The Senate Health, Education, Labor and Pensions (HELP) Committee March 24 held a hearing titled, “Continuing America’s Leadership: Advancing Research and Development for Patients.”
The hearing, the second in an expected series of hearings focused on medical innovation, featured witnesses from the private sector and academia who discussed their role in advancing research and development, as well as their interactions with the National Institutes of Health (NIH) and the Food and Drug Administration (FDA).
In his opening remarks, HELP Committee Chair Lamar Alexander (R-Tenn.) expressed interest in learning how Congress may be able to help reduce the time it takes to get drugs, devices, and treatments from the discovery process, through the regulatory process, and into medicine cabinets and doctor’s offices. The Chairman also expressed interest in learning how Congress can help “decrease red tape and administrative burden.”
In that vein, Chairman Alexander asked the panel about the amount of money spent on administrative costs, and noted that it could be an area to identify dollars that could be spent on additional grants. Bruce Sullenger, Ph.D., director of Duke Translational Research Institute, said researchers are spending increasing amounts of time on regulatory issues, some, he said, do not pass the “common sense test.” He also described the “stress” on the research process, stemming from the limited budget environment and NIH’s success rates.
Ranking Member Patty Murray (D-Wash.) said medical innovation is at a “critical moment” and added Congress must “give our nation’s biomedical community the right tools to innovate for patients, now and for generations to come.” She also noted the importance of looking at the entire spectrum of medical innovation – from basic research, to development and approval, and into the post-market setting. However, she cautioned that speed must not come at the expense of safety, adding “we need to ensure we are both encouraging innovation and upholding the highest standards of patient and consumer protection.”
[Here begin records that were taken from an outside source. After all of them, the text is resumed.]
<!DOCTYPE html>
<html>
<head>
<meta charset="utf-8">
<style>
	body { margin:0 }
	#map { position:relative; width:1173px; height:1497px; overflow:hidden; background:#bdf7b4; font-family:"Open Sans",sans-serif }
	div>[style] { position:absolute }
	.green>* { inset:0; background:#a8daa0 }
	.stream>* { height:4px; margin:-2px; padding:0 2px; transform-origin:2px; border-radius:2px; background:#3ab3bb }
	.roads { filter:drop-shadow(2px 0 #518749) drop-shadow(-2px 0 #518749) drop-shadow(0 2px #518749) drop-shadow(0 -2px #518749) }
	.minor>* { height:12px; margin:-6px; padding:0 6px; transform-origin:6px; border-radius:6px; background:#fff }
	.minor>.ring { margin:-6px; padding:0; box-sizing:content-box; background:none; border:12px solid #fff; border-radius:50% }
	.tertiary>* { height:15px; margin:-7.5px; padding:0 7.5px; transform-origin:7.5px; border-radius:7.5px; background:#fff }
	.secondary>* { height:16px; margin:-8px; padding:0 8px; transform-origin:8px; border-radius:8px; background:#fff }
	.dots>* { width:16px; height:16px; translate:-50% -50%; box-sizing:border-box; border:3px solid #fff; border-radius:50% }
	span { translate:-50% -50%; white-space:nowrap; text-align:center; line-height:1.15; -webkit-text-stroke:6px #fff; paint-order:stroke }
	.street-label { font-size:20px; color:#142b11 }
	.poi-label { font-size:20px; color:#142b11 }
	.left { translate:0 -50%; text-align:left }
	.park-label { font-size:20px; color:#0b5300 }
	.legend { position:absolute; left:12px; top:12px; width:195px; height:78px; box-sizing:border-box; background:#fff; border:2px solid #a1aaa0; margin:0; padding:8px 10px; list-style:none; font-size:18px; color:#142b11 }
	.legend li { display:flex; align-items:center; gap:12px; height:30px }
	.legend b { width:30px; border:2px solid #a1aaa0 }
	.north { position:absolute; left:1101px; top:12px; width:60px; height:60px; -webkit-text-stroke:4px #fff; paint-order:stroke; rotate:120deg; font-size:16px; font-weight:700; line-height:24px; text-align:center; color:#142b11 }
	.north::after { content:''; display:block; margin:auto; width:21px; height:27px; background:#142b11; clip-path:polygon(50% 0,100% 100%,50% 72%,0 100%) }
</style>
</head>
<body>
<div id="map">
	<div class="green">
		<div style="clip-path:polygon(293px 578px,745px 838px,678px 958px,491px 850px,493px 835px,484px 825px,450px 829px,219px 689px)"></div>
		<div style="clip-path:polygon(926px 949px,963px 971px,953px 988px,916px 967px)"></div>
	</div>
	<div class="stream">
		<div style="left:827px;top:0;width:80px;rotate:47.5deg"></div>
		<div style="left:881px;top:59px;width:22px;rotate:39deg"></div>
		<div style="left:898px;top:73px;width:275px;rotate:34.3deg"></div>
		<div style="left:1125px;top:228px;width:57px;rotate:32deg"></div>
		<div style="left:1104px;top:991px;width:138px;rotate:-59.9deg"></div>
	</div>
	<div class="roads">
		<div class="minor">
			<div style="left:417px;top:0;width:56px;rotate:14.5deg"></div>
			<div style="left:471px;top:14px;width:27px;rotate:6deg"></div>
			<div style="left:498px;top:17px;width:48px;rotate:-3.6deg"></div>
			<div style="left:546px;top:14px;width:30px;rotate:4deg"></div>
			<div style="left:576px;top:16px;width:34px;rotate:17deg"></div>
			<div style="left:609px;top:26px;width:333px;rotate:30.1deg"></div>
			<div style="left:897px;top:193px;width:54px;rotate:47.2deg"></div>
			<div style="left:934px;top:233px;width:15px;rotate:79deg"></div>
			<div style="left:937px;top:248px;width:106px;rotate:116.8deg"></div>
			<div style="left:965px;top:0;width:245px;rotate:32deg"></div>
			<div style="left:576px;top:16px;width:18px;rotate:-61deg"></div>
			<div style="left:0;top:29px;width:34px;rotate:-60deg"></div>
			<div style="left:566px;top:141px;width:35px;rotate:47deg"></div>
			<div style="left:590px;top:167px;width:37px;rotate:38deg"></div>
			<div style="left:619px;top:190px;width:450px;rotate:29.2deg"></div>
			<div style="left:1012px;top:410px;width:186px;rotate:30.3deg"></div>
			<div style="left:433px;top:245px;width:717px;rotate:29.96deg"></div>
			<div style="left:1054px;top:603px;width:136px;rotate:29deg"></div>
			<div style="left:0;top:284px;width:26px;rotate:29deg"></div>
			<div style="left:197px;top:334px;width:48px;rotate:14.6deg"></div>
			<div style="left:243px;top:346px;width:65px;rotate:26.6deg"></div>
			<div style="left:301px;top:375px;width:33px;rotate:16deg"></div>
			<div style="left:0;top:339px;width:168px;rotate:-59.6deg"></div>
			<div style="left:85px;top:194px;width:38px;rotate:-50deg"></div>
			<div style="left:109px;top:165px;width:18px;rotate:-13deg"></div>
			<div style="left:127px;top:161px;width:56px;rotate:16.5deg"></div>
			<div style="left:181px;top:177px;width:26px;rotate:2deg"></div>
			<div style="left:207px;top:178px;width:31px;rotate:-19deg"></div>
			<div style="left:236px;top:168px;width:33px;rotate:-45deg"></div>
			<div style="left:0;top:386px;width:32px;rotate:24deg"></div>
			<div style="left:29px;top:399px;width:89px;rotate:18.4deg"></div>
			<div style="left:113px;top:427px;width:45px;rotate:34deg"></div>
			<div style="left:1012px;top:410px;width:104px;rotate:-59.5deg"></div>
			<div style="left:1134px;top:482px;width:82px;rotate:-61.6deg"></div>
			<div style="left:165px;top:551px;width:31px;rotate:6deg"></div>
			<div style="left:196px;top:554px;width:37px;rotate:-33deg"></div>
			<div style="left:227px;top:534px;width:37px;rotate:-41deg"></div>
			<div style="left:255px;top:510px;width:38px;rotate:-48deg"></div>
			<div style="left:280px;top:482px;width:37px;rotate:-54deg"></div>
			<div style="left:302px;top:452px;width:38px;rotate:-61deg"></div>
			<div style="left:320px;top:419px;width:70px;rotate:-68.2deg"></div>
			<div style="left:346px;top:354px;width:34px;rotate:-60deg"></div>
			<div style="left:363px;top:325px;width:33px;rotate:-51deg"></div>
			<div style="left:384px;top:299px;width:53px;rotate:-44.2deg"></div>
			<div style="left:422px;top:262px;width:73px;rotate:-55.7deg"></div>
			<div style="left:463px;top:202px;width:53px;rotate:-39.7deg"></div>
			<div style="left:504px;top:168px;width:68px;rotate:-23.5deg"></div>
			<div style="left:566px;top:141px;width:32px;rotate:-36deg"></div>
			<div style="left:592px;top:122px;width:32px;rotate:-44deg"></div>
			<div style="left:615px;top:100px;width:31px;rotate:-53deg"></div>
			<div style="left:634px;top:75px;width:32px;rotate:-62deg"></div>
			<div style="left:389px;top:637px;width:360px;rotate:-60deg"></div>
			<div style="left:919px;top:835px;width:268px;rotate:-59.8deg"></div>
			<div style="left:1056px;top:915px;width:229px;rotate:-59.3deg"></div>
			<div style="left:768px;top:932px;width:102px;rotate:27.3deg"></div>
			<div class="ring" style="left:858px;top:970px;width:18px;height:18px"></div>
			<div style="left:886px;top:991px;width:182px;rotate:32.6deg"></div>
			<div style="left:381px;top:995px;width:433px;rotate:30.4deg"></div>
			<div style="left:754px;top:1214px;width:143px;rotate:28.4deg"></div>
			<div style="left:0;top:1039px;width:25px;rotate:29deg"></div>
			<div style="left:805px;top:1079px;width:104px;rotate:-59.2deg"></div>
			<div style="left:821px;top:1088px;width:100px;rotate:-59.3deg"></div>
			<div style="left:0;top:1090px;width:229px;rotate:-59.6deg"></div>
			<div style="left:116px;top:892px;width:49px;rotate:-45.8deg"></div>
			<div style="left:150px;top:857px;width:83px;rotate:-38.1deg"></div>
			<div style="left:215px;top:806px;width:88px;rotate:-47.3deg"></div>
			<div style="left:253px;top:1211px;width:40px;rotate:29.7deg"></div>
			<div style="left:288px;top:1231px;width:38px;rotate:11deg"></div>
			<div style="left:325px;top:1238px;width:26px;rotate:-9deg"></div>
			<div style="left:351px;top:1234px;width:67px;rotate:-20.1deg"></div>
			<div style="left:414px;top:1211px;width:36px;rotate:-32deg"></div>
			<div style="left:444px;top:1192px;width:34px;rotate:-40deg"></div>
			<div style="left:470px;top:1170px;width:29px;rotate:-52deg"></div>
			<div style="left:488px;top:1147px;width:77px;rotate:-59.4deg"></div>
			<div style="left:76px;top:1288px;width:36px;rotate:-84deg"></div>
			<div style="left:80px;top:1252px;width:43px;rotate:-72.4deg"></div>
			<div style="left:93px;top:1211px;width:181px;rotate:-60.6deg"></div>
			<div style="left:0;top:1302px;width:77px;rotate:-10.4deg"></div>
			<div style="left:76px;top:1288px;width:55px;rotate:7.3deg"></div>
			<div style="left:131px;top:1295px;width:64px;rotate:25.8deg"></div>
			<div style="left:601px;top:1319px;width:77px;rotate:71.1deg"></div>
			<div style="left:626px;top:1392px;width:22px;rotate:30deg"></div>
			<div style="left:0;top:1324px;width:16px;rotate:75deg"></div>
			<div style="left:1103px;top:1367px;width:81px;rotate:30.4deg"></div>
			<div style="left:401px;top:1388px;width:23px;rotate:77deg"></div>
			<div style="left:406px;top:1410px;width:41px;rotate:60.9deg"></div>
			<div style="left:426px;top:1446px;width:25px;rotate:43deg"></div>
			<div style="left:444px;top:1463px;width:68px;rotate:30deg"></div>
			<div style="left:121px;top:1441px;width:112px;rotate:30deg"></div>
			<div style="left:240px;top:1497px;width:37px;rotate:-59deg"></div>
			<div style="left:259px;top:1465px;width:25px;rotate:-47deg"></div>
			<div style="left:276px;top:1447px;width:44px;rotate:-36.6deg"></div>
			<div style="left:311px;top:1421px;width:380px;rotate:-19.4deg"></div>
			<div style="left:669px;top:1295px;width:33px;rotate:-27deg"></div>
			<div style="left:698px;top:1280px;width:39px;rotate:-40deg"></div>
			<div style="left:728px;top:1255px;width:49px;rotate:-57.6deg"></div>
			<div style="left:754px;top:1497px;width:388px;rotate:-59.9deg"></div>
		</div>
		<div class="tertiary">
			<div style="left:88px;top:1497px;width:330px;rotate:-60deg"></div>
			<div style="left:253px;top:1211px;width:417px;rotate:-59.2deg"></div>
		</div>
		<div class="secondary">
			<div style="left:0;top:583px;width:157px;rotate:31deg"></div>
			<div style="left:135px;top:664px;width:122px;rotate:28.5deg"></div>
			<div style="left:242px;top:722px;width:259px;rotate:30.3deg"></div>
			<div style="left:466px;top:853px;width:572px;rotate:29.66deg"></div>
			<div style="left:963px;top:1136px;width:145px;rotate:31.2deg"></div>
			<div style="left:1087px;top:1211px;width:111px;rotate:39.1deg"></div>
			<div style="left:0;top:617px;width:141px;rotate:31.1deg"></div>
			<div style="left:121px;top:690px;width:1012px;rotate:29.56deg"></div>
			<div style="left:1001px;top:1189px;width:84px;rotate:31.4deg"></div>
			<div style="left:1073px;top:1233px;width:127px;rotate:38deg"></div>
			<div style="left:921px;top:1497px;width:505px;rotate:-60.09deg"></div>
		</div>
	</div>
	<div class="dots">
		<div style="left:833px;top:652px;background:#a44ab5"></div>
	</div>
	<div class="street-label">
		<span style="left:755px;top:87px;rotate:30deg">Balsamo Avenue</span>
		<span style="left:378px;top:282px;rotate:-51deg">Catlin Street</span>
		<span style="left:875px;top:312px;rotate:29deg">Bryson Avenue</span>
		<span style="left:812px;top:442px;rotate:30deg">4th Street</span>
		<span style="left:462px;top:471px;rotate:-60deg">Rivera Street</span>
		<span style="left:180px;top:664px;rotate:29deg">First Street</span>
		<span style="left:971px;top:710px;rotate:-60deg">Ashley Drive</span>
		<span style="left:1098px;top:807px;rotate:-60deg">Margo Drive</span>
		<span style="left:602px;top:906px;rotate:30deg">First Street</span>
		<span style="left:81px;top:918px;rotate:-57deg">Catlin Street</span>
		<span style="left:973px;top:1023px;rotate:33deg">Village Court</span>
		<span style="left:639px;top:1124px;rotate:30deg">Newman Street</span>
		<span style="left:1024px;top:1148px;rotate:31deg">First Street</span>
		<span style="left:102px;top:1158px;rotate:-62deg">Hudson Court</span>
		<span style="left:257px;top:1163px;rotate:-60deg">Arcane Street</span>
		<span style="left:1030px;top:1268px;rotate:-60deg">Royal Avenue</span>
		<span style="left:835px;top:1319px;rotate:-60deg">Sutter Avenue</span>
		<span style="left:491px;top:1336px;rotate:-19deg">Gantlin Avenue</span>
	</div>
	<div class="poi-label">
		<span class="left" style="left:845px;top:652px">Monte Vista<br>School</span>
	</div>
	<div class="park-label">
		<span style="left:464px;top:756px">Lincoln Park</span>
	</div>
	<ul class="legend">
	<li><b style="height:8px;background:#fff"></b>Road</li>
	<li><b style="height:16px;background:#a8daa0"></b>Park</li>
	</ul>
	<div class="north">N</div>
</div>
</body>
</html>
Senator Elizabeth Warren (D-Mass.) expressed concern about the lack of adequate funding for NIH and criticized Congress for “choking off vital funding for medical research” over the last ten years. Sen. Warren asked panelists about the impact of the funding environment on their work in the private sector. Panelists noted the lack of funding sustainability or predictability has had in the venture capital space; the loss of talented researchers to other countries or jobs; and because of the time it takes from discovery to treatment, the lost scientific potential for additional drugs or treatments.
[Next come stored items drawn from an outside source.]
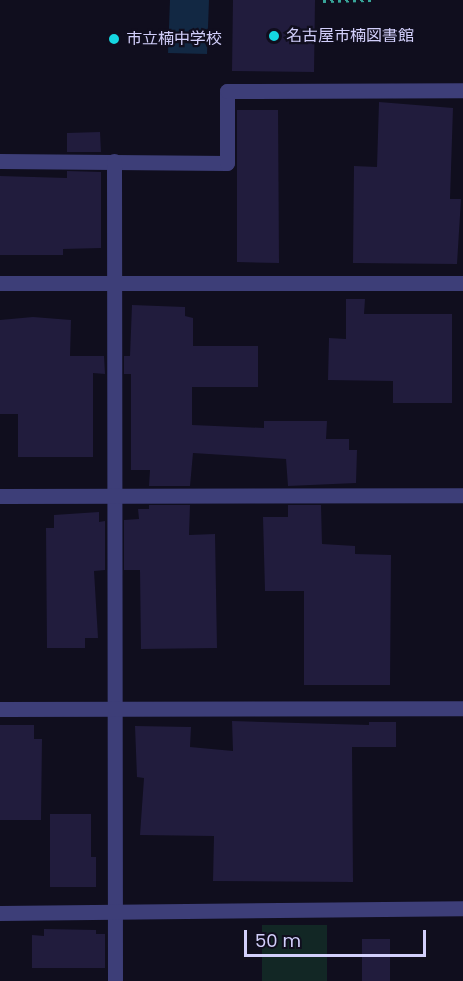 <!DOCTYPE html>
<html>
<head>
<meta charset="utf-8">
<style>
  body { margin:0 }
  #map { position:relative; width:463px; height:981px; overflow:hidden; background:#100e1e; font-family:Poppins,"Noto Sans JP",sans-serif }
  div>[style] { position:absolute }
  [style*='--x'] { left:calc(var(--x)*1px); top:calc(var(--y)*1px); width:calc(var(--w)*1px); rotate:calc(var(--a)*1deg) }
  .green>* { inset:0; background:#122725 }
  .water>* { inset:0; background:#122843 }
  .building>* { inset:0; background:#211c3d }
  .path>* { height:4px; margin-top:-2px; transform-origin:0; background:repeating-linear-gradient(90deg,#38a599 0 3px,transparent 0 7.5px) }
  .minor>* { height:15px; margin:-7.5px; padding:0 7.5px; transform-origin:7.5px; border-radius:7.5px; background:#3d3e78 }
  .dots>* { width:16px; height:16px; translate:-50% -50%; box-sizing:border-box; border:3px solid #100e1e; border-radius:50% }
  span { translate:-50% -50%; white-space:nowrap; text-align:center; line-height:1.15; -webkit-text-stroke:4.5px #100e1e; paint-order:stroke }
  .poi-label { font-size:16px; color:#d2cffb }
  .left { translate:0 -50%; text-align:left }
  .scale { position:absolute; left:244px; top:930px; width:182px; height:27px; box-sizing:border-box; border:3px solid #d2cffb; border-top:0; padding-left:8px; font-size:18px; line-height:21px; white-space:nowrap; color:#d2cffb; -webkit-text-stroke:4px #100e1e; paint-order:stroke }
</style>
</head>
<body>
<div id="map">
  <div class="green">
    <i style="clip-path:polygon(262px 925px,327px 925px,327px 981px,262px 981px)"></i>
  </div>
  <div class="water">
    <i style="clip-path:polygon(170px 0,209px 0,207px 54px,168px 53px)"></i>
  </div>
  <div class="building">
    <i style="clip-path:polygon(233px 0,315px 0,314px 72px,232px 71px)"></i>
    <i style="clip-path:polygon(379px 102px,453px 108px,450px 199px,461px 199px,457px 264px,353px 263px,354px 166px,377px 167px)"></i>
    <i style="clip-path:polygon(237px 110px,278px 110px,279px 263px,237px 262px)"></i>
    <i style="clip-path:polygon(100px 132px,101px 152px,67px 152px,67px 133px)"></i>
    <i style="clip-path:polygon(67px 171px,101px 172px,101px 248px,63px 249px,63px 255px,0 255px,0 176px,67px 178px)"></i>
    <i style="clip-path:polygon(346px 299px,365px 299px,364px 314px,452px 314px,452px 403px,393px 403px,393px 381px,328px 380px,329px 338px,346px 339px)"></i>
    <i style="clip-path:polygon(132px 305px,185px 307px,185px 316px,193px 318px,193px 346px,258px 346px,258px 387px,192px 387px,192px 425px,264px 428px,264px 421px,327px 421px,326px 439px,349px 439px,349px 450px,357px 450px,356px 483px,288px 486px,286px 459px,193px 453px,190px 486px,149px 486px,150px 470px,131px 470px,131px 374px,124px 374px,124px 356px,130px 356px)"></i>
    <i style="clip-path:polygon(33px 317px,71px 320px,70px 356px,104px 356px,105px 374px,93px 373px,93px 457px,18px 457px,18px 414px,0 414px,0 320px)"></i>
    <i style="clip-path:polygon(149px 505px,190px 505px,189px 535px,215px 534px,217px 648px,141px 649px,140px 570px,124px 570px,124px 520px,139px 519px,138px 509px,149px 509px)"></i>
    <i style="clip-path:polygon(288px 505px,321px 505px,322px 544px,355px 546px,355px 554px,391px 555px,390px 685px,304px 685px,304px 591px,265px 591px,263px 517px,288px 517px)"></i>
    <i style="clip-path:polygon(99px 512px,99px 522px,105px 521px,105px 570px,94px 571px,98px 638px,85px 638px,85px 648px,47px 648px,46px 528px,54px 528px,54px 515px)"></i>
    <i style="clip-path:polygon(232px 721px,369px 725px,369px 722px,396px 722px,396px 747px,352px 747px,353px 882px,213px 881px,214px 836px,140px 835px,144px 778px,137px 777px,135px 726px,191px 727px,190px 747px,233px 751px)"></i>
    <i style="clip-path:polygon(0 725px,34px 725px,34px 739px,42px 739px,41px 820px,0 820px)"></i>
    <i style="clip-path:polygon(50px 814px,91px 814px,91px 857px,96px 857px,96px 887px,50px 887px)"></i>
    <i style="clip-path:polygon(44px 929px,96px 930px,96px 934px,105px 934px,105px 968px,32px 968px,32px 935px,44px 936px)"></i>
    <i style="clip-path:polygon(362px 939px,390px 939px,390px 981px,362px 981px)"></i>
  </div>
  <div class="path">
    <i style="--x:323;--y:1;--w:48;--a:-1.2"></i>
  </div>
  <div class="minor">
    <i style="--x:0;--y:161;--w:227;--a:0.5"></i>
    <i style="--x:227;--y:163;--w:72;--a:-90"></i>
    <i style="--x:227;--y:91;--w:236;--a:-0.2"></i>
    <i style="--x:114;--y:161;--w:820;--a:89.93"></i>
    <i style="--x:0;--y:283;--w:463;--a:0"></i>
    <i style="--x:0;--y:496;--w:463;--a:-0.1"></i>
    <i style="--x:0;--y:709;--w:463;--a:-0.1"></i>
    <i style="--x:0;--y:913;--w:463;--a:-0.6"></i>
  </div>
  <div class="dots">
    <i style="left:274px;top:36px;background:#15d7e1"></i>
    <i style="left:114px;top:39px;background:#15d7e1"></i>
  </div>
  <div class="poi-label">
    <span class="left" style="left:286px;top:36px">名古屋市楠図書館</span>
    <span class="left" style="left:126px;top:39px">市立楠中学校</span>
  </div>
  <div class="scale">50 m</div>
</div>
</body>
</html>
Before closing the hearing, Ranking Member Murray expressed concern about the impact of sequestration and budget cuts on families who are waiting for cures.
Members of the committee also expressed interest in FDA’s approval times, the use of medical data, improving the efficiency of clinical trials, engaging patients and families in the research continuum, and reimbursement issues once drugs or devices make it into the system.